Même le communiqué de presse du Louvre se montre avare de photos: les photos publiées sont prises d'un point de vue qui cache preque toujours la totalité de l'oeuvre. Comme sur la photo ci-dessous, où l'on voit un joli paon, et on se dit: mais qu'est-ce qu'elle raconte, Une Russe à Paris, ça a l'air plutôt joli! Ce que vous ne voyez pas, c'est qu'il s'agit d'un cercueil en écailles de bousier, avec une tête de Paon, quatre petites pattes de paon et une queue...

Suivent donc des cerveaux, des têtes de mort serrant dans leurs dents des rats morts (ou autres rongeurs, j'avoue que je n'ai pas osé lever les yeux une deuxième fois), divers objets en bousier (pardon, scarabée), têtes d'hibous avec des yeux-prothèses humains... Après avoir vu l'exposition, le ver sur les tombes me semble presque sympathique, c'est un peu comme si vous tombiez, dans une exposition de Bacon, sur une oeuvre de Fragonard. La seule oeuvre que j'ai bien aimée, ce sont les pigeons et les rats (dont vous pouvez avoir un aperçu ici) envahissant une des balustrades du Louvre. Ce qui est bien, c'est que déjà, j'ai pu fixer l'oeuvre plus de 5 secondes. Même au-delà de 15 secondes de scrutation intense, je n'étais toujours pas parvenue à trouver les rats. Et tous seuls, les pigeons en verre de Murano colorés par l'encre de Bic, même déféquant sur la balustrade, sont presque délicieux. Au final, les crottes de pigeon font partie du quotidien de tout parisien, c'est peut-être pour ça que j'étais moins choquée. Plus sérieusement, passez-y juste pour voir cette balustrade souillée par le verre de Murano, pour moi c'est la seule oeuvre qui vaille le coup d'être vue par les âmes (trop) sensibles.

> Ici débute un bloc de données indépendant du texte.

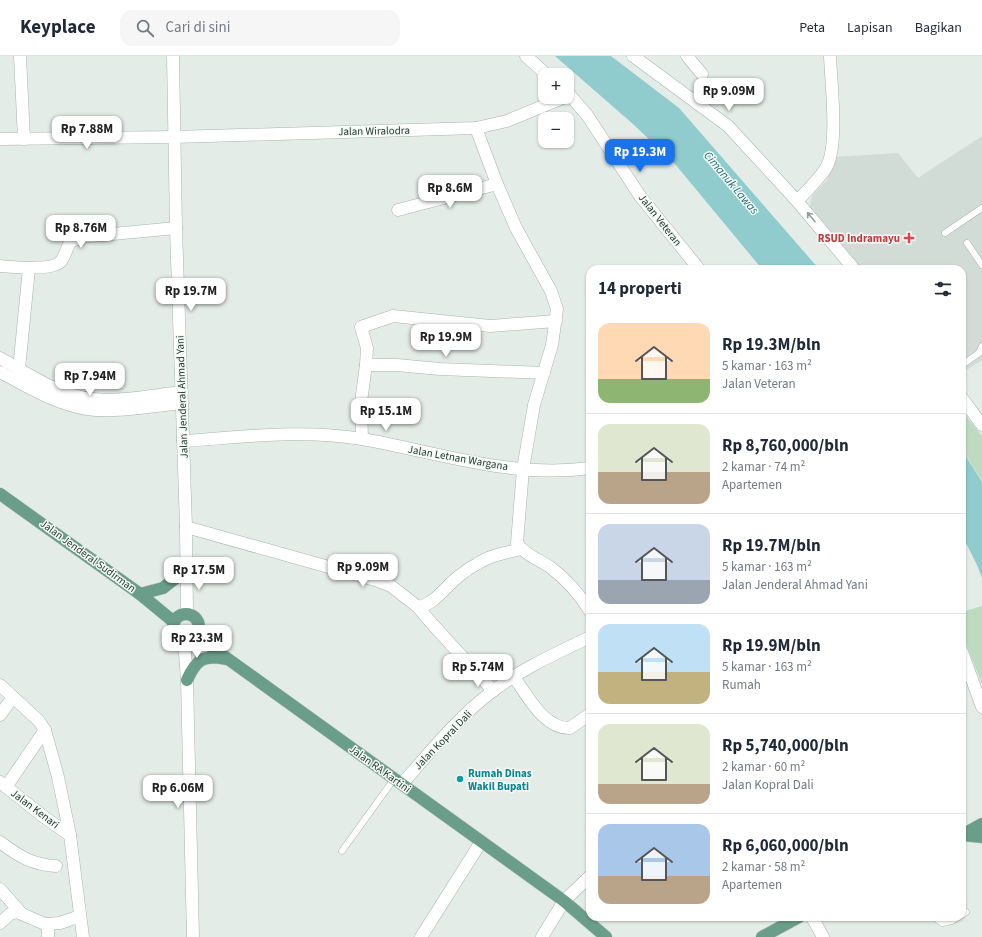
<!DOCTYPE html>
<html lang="id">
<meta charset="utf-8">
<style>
body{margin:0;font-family:"Source Sans 3",sans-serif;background:#f6f6f7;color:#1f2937;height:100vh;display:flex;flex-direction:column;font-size:15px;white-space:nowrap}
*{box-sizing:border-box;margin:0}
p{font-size:13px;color:#747a83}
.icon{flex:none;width:22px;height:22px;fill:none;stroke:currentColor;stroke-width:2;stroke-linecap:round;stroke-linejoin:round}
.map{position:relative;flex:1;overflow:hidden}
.details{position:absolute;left:586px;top:209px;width:380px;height:656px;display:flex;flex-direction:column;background:#fff;border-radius:12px;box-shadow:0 1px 3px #0004}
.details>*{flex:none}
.buttons{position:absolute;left:538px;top:12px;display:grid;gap:8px}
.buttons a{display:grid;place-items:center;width:36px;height:36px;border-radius:8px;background:#fff;box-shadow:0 1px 3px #0004;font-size:20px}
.price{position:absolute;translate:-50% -34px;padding:0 9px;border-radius:8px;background:#fff;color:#222;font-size:13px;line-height:26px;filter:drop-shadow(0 1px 2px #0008)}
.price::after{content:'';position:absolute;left:50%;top:24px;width:12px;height:9px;margin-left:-6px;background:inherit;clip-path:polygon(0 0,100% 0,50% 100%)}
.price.current{background:#1a73e8;color:#fff}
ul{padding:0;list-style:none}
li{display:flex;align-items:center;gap:12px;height:100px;padding:0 12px}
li+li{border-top:1px solid #e0e1e3}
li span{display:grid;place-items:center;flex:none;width:112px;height:80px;border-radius:12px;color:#555}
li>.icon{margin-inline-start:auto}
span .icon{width:48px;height:48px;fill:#fffc;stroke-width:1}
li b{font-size:17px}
h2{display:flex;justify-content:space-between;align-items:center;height:48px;padding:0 12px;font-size:17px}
header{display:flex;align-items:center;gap:24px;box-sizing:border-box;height:56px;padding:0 20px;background:#fff;border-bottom:1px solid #e0e1e3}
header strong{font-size:19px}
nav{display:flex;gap:22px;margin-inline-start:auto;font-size:14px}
.search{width:280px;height:36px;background:#f6f6f7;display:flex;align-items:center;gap:10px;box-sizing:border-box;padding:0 14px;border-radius:12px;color:#747a83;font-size:15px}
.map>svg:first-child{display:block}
.built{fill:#d2dcd6}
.green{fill:#bedbc2}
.water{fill:#90cbcd}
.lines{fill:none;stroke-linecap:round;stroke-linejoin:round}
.lane-casing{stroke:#a6b4ad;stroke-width:7}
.street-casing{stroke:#a6b4ad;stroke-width:13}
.secondary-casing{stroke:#a2b7ad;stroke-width:13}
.primary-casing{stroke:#c2c8c6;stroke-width:13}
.lane{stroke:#fff;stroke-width:6}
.street{stroke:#fff;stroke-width:12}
.secondary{stroke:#fff;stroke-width:12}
.primary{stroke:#6b9e8a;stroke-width:12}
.oneway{stroke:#929e99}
.health-dot{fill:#e0444e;stroke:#f4f9f6;stroke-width:1.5}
.culture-dot{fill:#0f9aa8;stroke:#f4f9f6;stroke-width:1.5}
.labels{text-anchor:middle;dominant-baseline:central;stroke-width:3;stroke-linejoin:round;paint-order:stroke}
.street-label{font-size:11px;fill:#243c33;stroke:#f4f9f6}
.health-label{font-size:11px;font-weight:bold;fill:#be3a42;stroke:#f4f9f6;text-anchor:end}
.culture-label{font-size:11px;font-weight:bold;fill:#0d838f;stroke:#f4f9f6;text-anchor:start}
.water-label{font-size:12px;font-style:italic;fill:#227174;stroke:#f4f9f6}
</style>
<header>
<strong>Keyplace</strong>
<div class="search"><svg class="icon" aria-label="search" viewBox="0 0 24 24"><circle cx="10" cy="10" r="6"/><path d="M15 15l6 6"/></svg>Cari di sini</div>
<nav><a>Peta</a><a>Lapisan</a><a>Bagikan</a></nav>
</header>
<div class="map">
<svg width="982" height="881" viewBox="0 0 982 881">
<rect width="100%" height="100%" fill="#e3ece7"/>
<!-- built -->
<polygon class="built" points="982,80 982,304 962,317 962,213 862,213 810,150 812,140 827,124 834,101 898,97 918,122"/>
<!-- green -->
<g class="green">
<polygon points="962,355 982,380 982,425 962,393"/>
<polygon points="982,550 982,628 962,578 962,556"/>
</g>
<!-- water -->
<g class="water">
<polygon points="555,0 611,0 679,52 819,213 762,213 675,108 633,68"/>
<polygon points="962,394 982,426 982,522 977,509 962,479"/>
</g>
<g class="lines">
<!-- lane casing -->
<g class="lane-casing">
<g id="lane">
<polyline points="945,177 982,152"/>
<polyline points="967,187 982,209"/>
<polyline points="962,309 979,297 982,290"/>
<polyline points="342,795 394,723"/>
<polyline points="962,859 966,856"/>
<polyline points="934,861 942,867 952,865 958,861"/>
</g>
</g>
<!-- street casing -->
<g class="street-casing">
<g id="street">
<polyline points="20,0 24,83"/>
<polyline points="526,0 547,19"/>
<polyline points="687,0 702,18"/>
<polyline points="567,36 587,59 640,140 699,213"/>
<path d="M476 72 497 128 516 172 551 235 557 253 552 289 534 349 523 413 517 487C525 499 538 503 550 511 566 523 580 539 590 555"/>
<polyline points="0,83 175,81 476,72 507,65 570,39"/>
<path d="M797 145C807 135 818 124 826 112 839 90 831 27 830 0"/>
<polyline points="398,154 497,128"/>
<path d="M0 210C12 211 54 215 61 205 65 200 67 192 70 186L81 181 176 172"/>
<path d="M0 302C28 318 60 340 93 343 122 346 153 339 182 336"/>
<polyline points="19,313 29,212"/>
<path d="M0 316C28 331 56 348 87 353 113 357 155 350 182 347"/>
<polyline points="544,317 440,313 397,309 366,309 367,292 361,271 393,260 490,270 556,265"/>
<polyline points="362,383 361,346 366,309"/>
<path d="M183 385C242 381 304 373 362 383 437 396 513 423 590 412"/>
<path d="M186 471 375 524 391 530 418 551C434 549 447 529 459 520 465 515 471 511 477 508 490 499 506 497 521 493"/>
<path d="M418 551C441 580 469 606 493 635"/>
<polyline points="962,596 982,651"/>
<path d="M514 621C527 639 544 673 570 672L590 658"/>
<polyline points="0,629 39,665 45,674 58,721 70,779 83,881"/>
<polyline points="0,659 13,641"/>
<polyline points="0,726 44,761 70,779"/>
<path d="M402 728C430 696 459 660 494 634 523 612 557 597 590 581"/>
<polyline points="6,731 45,674"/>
<path d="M0 786C18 800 33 809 56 810"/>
<polyline points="0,833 21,857"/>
<polyline points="812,861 823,881"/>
<polyline points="0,867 10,858 17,856 45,868 60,867 80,860"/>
<polyline points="48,868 48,881"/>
<polyline points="421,881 481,786"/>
<polyline points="542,881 564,845 590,820"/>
</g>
</g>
<!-- secondary casing -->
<g class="secondary-casing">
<g id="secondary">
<polyline points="173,0 176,172 186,471 187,558"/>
<polyline points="633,0 728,70 797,145 854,213"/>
<polyline points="962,342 982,369"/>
<polyline points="184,584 187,624 193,881"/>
</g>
</g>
<!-- primary casing -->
<g class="primary-casing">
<g id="primary">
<polyline points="0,438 140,538 174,566"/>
<polyline points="140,538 163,532 187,513"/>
<circle cx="186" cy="571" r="13"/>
<polyline points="196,580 564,845 606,881"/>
<path d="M187 624C196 604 203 598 226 603"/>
<polyline points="962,779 982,768"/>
<polyline points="963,779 982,781"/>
<polyline points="762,881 799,861"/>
</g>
</g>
<!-- lane -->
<use href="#lane" class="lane"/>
<!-- street -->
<use href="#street" class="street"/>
<!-- secondary -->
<use href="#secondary" class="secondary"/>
<!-- primary -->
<use href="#primary" class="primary"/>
</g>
<!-- one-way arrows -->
<defs><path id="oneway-shaft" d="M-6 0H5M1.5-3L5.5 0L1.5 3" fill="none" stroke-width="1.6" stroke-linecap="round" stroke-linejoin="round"/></defs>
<use class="oneway" href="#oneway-shaft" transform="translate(811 161) rotate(-130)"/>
<!-- markers -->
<path class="health-dot" d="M907 176h4v4h4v4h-4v4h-4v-4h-4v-4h4z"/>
<circle class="culture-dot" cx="460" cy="723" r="4"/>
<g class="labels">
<!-- street labels -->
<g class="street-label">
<text transform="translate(374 75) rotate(-1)">Jalan Wiralodra</text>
<text transform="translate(660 164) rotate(52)">Jalan Veteran</text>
<text transform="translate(182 341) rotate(-92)">Jalan Jenderal Ahmad Yani</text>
<text transform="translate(458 402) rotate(10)">Jalan Letnan Wargana</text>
<text transform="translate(88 500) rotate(36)">Jalan Jenderal Sudirman</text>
<text transform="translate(443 684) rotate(-46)">Jalan Kopral Dali</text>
<text transform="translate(380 713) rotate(36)">Jalan RA Kartini</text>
<text transform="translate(35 753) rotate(37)">Jalan Kenari</text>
</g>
<!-- health labels -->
<g class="health-label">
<text x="900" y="182">RSUD Indramayu</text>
</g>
<!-- culture labels -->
<g class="culture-label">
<text x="468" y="717">Rumah Dinas<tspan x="468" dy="13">Wakil Bupati</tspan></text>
</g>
<!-- water labels -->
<g class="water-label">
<text transform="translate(731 127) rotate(50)">Cimanuk Lawas</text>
</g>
</g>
</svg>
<div class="buttons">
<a>+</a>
<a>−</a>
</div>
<b class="price" style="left:729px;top:56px">Rp 9.09M</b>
<b class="price" style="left:87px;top:94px">Rp 7.88M</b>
<b class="price current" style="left:640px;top:117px">Rp 19.3M</b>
<b class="price" style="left:450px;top:153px">Rp 8.6M</b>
<b class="price" style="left:81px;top:193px">Rp 8.76M</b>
<b class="price" style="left:191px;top:256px">Rp 19.7M</b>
<b class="price" style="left:446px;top:302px">Rp 19.9M</b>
<b class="price" style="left:90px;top:341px">Rp 7.94M</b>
<b class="price" style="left:386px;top:376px">Rp 15.1M</b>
<b class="price" style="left:363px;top:532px">Rp 9.09M</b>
<b class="price" style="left:199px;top:535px">Rp 17.5M</b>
<b class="price" style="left:197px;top:603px">Rp 23.3M</b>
<b class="price" style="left:478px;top:632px">Rp 5.74M</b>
<b class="price" style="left:178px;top:753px">Rp 6.06M</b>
<section class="details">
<h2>14 properti<svg class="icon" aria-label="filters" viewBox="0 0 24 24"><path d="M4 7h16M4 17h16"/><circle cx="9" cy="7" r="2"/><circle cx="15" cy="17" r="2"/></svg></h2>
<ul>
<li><span style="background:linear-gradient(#ffd9b3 70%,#8fb573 0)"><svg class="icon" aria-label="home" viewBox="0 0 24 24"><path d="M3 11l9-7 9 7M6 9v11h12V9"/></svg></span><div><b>Rp 19.3M/bln</b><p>5 kamar · 163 m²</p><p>Jalan Veteran</p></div></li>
<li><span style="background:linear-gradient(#dfe7d0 60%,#b9a48a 0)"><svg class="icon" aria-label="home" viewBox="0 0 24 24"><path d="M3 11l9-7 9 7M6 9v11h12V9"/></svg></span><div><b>Rp 8,760,000/bln</b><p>2 kamar · 74 m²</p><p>Apartemen</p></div></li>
<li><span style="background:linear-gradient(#c9d6e8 70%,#9aa5b1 0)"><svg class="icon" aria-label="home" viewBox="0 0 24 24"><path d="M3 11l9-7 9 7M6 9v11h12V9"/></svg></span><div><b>Rp 19.7M/bln</b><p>5 kamar · 163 m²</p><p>Jalan Jenderal Ahmad Yani</p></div></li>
<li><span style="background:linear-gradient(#bfe0f5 60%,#c2b280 0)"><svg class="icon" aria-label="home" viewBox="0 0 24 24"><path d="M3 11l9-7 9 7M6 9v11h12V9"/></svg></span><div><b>Rp 19.9M/bln</b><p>5 kamar · 163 m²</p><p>Rumah</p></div></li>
<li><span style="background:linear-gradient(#dfe7d0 75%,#b9a48a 0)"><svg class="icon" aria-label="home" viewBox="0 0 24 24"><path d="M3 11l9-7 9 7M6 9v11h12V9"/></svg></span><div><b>Rp 5,740,000/bln</b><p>2 kamar · 60 m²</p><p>Jalan Kopral Dali</p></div></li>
<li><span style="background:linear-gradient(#a9c7e8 65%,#b9a48a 0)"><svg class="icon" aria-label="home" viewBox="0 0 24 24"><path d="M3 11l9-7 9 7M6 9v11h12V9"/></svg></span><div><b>Rp 6,060,000/bln</b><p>2 kamar · 58 m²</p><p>Apartemen</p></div></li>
</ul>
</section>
</div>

Faut-il aller la voir? Dans la mesure où l'expo n'est pas payante et que, de toute façon, il faut absolument que vous alliez au Louvre voir l'expo Babylone, passez-y! Histoire de mesurer votre réaction artistique sur des oeuvres hors normes. Osons voir Ailleurs !. Si certaines oeuvres ne vous paraissent pas dégueulasses, lisez le carton d'accompagnement avec le titre et les matériaux dont c'est fait. En revanche, si, comme moi, ce que vous vouliez, c'est voir les maîtres flamands (en fait, j'avais complètement oublié cette histoire de Jan Fabre et avais entraîné une amie néophyte à la découverte des grands peintres flamands), passez votre chemin, car vous ne pourrez même pas lever les yeux sur les oeuvres accrochées aux murs, de peur de croiser le regard d'un hibou-garou vous fixant d'une prothèse oculaire moqueuese.